--- Work order ---
Which lines in the data below contain the word "buttons"? Copy each of them.

##### Information supplied #####

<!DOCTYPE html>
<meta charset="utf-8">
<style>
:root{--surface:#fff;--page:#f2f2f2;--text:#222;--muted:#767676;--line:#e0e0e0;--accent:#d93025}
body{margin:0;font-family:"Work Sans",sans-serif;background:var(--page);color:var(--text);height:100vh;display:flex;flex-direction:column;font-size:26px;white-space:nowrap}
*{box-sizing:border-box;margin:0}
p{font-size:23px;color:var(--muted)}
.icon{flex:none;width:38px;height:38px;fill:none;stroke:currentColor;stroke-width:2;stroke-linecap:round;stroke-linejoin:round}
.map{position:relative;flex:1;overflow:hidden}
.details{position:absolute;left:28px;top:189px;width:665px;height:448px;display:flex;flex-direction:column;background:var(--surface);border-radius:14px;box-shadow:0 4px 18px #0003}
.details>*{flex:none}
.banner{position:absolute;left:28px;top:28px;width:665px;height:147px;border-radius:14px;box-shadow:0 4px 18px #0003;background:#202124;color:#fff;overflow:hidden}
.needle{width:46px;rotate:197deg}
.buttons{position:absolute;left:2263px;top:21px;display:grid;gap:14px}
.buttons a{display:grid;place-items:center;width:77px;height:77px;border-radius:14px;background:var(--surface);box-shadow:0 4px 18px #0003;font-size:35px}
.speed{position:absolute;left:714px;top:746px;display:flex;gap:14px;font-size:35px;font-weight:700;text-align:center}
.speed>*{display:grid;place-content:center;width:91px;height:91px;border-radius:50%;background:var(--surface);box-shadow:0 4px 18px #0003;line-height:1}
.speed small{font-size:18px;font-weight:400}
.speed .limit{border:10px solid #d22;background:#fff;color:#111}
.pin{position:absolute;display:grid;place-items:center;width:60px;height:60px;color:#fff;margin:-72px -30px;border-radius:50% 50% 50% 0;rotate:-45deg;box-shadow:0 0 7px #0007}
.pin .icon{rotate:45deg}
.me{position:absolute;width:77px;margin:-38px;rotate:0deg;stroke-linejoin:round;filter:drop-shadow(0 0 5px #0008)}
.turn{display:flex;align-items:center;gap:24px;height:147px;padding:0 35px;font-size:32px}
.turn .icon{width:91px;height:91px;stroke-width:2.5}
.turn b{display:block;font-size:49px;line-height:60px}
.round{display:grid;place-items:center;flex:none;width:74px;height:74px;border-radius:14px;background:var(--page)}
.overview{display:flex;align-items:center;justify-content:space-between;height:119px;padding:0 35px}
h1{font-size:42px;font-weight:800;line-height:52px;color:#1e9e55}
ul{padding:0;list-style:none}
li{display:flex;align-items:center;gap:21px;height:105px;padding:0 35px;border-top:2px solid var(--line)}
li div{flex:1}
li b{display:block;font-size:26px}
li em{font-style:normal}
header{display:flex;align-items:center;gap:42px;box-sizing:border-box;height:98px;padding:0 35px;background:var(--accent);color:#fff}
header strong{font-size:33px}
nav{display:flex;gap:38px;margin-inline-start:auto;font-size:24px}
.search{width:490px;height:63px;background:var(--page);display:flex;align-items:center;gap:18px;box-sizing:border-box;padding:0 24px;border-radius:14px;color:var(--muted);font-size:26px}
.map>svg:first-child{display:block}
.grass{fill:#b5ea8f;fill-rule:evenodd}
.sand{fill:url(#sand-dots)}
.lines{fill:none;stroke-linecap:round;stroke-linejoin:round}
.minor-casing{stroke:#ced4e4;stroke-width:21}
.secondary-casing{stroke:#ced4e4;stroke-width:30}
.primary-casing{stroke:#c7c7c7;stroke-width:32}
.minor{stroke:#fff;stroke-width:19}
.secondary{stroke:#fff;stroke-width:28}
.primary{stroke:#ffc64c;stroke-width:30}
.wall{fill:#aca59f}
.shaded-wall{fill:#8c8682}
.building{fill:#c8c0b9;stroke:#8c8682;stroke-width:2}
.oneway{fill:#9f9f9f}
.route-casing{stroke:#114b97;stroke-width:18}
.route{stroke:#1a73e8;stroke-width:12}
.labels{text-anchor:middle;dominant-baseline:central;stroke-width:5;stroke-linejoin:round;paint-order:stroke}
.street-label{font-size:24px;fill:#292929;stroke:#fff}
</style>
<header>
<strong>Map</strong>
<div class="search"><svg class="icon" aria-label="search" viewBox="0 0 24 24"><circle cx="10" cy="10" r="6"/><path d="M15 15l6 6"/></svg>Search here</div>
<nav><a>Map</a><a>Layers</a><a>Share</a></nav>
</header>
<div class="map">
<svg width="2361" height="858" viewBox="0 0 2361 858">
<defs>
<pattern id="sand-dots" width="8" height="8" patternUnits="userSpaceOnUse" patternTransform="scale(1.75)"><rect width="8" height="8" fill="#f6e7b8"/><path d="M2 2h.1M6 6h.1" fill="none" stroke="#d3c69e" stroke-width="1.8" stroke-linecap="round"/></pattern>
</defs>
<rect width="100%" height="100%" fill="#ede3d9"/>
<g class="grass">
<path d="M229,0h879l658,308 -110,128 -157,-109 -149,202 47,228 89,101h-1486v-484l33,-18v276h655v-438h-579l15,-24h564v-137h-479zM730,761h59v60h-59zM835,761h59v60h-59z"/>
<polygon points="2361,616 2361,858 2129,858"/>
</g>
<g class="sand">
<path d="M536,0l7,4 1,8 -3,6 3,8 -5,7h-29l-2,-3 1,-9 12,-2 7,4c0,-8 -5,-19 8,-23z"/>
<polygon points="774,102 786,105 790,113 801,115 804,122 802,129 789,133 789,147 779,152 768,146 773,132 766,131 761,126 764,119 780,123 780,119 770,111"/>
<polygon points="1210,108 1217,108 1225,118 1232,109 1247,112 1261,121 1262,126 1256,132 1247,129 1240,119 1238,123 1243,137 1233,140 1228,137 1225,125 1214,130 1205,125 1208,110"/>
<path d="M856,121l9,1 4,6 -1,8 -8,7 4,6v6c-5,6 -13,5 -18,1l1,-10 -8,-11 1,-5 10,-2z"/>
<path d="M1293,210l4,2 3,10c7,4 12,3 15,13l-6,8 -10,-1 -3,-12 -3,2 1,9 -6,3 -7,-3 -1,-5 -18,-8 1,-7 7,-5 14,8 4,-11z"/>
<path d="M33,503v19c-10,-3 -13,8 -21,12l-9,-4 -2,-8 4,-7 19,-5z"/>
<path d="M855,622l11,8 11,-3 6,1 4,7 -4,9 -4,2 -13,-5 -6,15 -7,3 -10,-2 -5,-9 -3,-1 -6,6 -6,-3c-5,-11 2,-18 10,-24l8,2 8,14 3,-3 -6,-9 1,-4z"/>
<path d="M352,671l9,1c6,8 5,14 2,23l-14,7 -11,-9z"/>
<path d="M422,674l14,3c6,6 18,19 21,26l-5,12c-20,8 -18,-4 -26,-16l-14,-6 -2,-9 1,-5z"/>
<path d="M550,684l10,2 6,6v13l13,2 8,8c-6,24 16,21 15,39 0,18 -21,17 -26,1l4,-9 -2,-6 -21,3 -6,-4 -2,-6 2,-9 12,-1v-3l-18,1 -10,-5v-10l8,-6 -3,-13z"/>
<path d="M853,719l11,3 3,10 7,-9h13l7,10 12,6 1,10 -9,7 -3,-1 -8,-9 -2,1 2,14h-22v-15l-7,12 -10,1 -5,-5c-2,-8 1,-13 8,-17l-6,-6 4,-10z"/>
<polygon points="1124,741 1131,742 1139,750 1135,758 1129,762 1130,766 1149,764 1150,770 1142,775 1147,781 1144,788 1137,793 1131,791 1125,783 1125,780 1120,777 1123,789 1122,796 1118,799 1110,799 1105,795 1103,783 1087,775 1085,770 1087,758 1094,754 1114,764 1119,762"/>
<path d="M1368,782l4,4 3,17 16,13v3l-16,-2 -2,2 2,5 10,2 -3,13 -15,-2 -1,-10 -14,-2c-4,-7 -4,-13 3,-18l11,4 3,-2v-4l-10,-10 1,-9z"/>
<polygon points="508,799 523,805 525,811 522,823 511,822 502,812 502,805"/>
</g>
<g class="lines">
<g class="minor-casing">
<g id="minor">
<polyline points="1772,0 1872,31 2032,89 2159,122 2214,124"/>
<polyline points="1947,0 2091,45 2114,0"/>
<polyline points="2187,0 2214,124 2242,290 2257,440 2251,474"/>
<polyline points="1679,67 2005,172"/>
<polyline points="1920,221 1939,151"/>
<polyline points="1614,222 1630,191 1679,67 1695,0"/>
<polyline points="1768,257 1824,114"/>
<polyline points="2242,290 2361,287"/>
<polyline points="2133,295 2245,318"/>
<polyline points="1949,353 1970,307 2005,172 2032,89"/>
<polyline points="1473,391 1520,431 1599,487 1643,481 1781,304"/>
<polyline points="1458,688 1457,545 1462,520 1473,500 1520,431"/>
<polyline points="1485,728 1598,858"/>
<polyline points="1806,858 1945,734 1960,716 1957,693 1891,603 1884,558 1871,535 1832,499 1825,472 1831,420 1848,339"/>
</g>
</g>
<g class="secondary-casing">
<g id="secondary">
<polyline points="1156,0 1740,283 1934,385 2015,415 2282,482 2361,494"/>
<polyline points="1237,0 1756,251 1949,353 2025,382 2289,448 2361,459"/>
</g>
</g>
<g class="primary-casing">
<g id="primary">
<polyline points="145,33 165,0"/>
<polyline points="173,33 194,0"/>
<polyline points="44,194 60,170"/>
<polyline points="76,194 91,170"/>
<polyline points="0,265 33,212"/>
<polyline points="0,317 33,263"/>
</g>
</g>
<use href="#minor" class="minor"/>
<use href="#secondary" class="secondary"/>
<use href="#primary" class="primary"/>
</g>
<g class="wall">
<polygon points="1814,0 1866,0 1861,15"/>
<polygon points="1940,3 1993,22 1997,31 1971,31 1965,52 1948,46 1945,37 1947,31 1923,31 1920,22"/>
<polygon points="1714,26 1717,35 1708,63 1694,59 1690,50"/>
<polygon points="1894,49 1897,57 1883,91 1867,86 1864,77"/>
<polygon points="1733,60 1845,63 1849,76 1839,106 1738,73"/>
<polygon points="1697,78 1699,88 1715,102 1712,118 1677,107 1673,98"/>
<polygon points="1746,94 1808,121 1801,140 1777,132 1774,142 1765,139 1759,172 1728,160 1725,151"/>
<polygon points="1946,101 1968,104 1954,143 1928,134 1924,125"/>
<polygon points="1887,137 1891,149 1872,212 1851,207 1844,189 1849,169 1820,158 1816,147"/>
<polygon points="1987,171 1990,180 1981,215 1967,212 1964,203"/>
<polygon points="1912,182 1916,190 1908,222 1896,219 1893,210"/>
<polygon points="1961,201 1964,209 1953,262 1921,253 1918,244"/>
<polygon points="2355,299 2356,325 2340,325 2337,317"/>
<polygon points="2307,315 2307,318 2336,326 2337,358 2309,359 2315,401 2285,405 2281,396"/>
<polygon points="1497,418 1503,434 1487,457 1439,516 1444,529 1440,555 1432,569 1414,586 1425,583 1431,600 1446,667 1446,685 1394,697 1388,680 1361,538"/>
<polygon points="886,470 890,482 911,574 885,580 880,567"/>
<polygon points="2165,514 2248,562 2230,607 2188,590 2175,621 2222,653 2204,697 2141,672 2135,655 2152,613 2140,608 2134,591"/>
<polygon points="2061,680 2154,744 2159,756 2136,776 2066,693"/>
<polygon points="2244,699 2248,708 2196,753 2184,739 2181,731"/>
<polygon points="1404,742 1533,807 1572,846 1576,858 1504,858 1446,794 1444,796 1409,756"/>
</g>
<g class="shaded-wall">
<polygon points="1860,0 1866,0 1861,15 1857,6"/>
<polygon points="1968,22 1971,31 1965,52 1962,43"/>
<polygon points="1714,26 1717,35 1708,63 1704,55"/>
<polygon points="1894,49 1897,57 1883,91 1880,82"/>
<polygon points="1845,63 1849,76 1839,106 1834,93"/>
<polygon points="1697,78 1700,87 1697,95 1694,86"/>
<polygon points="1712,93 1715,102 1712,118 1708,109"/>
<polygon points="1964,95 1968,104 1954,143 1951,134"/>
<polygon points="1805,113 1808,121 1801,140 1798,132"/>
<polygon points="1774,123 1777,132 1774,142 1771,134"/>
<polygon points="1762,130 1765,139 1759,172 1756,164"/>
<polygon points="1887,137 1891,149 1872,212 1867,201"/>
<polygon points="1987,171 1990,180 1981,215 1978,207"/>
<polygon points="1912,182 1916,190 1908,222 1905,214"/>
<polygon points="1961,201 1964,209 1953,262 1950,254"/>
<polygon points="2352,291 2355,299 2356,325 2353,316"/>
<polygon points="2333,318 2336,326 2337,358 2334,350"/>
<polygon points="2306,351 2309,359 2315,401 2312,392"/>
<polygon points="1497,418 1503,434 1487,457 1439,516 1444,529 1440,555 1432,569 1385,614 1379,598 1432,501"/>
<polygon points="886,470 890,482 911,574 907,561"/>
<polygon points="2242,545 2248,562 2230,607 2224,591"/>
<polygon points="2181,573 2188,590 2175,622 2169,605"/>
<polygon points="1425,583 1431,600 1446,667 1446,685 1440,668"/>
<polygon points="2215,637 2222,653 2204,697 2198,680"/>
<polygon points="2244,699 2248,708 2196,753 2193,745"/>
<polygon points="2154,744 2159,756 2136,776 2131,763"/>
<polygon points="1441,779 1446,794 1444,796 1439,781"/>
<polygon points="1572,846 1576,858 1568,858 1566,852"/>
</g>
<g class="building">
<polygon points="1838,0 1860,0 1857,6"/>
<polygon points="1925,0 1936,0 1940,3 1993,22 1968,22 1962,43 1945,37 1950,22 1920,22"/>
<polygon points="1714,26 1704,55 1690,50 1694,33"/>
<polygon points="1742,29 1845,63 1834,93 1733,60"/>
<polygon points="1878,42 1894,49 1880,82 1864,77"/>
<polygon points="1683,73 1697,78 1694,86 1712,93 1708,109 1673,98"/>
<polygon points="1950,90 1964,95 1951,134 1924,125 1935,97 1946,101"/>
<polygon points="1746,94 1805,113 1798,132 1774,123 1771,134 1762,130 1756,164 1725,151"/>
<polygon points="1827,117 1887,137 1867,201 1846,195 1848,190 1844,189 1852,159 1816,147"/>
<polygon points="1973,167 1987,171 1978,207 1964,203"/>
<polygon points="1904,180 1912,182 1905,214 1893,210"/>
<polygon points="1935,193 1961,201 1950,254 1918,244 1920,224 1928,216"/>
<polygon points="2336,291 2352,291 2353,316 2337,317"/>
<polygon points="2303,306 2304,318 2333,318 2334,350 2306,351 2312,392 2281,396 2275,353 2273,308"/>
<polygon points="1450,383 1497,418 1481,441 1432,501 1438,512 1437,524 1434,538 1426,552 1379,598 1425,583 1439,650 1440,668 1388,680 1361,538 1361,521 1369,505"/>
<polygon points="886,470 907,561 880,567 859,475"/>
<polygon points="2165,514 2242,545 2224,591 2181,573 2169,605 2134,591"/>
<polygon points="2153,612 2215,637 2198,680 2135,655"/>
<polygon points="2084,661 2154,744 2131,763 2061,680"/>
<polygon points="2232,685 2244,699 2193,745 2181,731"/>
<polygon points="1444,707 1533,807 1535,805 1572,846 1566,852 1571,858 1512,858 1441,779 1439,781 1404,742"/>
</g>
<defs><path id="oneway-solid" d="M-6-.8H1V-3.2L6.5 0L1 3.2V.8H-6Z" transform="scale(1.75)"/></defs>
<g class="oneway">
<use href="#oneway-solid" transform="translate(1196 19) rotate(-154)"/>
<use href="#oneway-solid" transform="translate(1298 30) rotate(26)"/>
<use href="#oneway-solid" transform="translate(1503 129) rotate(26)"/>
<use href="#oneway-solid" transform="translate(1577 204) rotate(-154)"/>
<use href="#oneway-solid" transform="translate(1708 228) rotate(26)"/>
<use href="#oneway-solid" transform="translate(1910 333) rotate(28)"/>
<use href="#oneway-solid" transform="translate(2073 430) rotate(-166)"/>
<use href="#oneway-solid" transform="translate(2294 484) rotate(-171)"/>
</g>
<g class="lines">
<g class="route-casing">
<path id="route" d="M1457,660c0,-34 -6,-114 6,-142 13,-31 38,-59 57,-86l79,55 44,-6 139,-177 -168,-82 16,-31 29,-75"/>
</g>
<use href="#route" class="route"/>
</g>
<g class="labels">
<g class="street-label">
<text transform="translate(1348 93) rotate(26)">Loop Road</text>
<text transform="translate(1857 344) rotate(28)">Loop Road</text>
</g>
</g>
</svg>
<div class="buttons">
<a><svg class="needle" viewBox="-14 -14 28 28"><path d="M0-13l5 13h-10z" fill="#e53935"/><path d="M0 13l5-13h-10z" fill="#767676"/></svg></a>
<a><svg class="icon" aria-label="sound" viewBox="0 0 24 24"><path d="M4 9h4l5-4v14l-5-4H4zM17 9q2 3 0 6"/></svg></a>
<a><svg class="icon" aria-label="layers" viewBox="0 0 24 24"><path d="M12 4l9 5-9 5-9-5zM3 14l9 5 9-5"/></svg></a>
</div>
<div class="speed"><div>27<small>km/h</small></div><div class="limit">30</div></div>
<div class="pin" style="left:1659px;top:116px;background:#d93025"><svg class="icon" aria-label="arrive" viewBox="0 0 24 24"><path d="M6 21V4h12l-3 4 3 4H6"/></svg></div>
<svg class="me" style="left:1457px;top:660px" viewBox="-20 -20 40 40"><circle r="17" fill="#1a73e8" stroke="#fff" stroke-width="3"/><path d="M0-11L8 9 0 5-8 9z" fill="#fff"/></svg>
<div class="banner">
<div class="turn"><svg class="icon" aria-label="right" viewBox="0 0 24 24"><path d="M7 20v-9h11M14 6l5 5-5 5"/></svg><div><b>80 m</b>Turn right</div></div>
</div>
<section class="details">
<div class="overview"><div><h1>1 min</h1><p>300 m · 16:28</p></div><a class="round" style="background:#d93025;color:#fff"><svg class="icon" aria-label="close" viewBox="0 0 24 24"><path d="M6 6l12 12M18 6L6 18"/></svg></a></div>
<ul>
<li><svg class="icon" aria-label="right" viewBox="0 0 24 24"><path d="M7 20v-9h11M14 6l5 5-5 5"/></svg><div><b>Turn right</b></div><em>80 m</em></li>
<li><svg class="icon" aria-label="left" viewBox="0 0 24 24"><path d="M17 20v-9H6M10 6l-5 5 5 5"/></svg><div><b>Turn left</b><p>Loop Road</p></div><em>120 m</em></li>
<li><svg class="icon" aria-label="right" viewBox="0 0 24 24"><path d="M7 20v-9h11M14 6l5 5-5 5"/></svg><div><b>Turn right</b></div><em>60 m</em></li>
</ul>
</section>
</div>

#####

--- Answer below ---
.buttons{position:absolute;left:2263px;top:21px;display:grid;gap:14px}
.buttons a{display:grid;place-items:center;width:77px;height:77px;border-radius:14px;background:var(--surface);box-shadow:0 4px 18px #0003;font-size:35px}
<div class="buttons">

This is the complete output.